I’m more likely to be found under the flickering lights of the local community centre than the dance floor. Late on a Monday night, the pre-meeting murmuring among the volunteers led to talk of a new thing on in town, an over-30s dance event that starts at 5pm and ends at 9pm. We laughed that actually, it didn’t sound too bad, but my heart broke a little, the way it does when I catch myself talking about great drying weather.
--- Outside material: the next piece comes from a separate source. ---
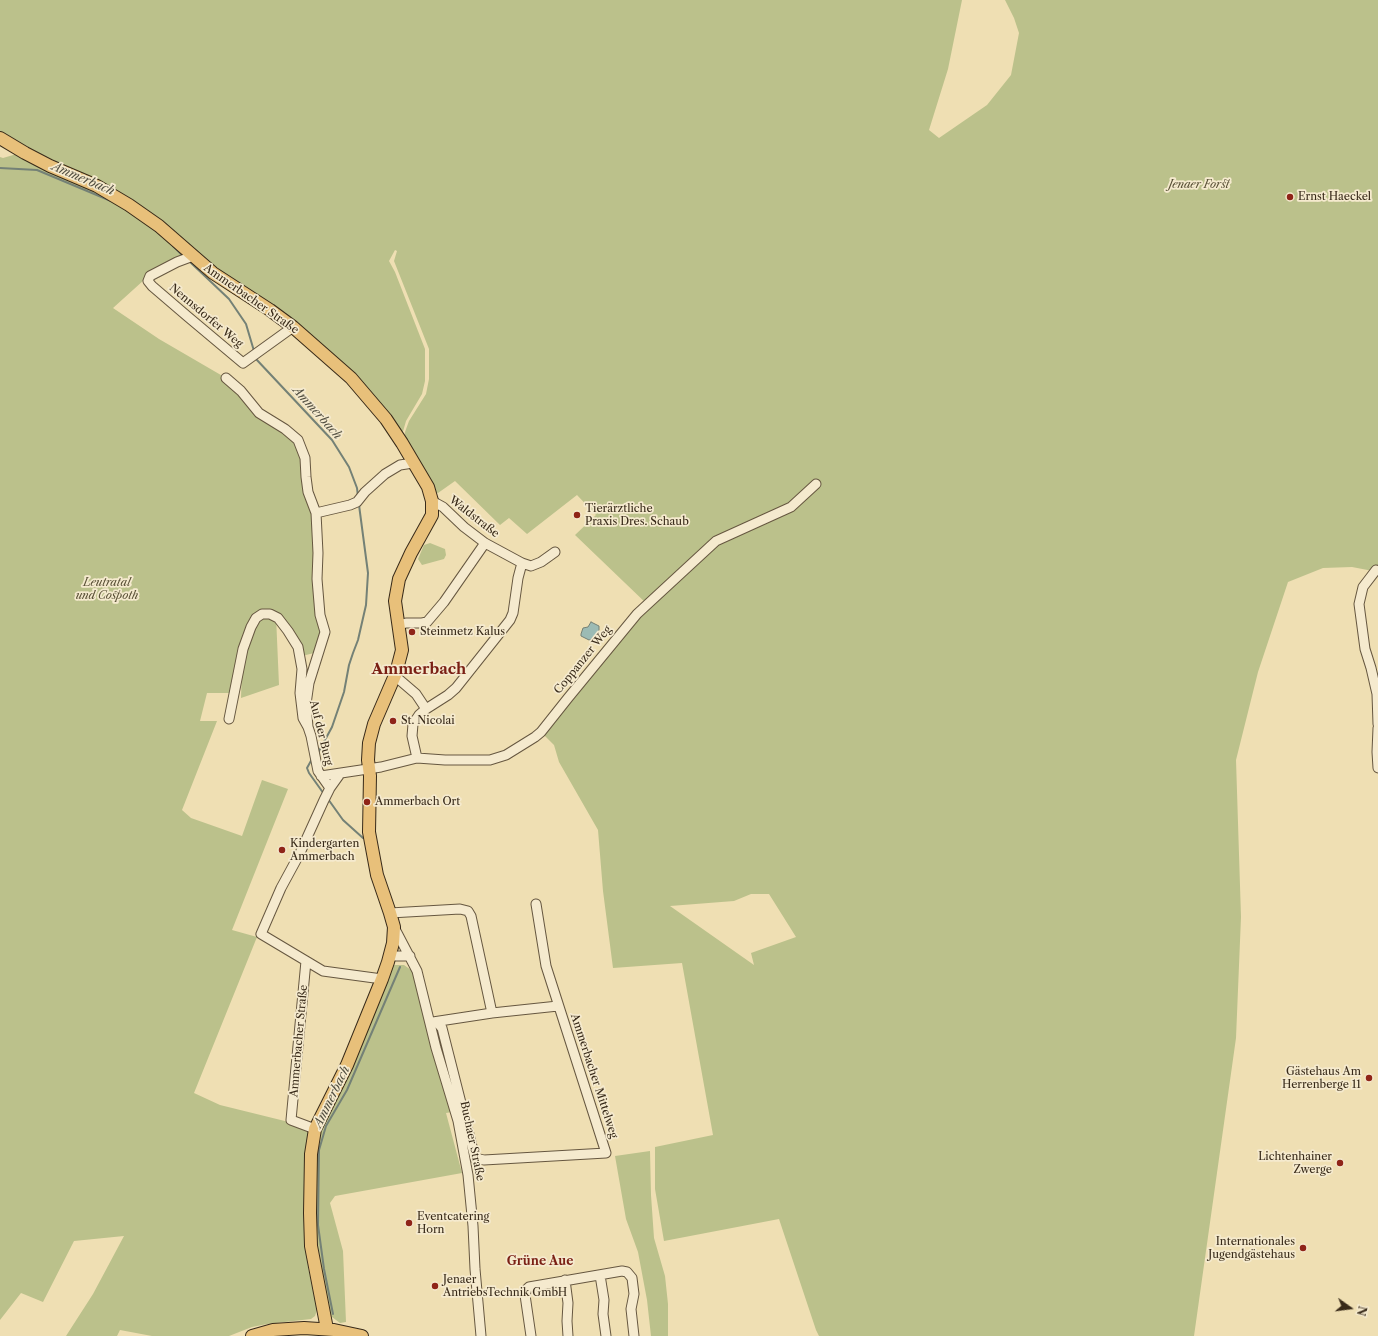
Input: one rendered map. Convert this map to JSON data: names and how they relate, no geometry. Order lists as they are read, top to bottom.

There are plenty of things that I enjoy. But enjoyment sounds a bit utilitarian compared with fun

Some people don’t need an event to elevate a good time into a great time, pulling never-ending handkerchiefs out of their sleeves while I gawp at their imaginations from the sidelines. My friend Jan might call in for a cup of tea and before the kettle has boiled, she’s dragging one of my kids around the kitchen floor on a mat she spotted under a press or she has them painting rocks with nail varnish while I open the biscuits. Where I’d be doodling beside them on the pavement with chalk, she has them lying out like starfish. Their laughs explode as the chalk tickles their fingers and toes and their eyes widen with possibility as they consider what to do with the figure laid out in front of them.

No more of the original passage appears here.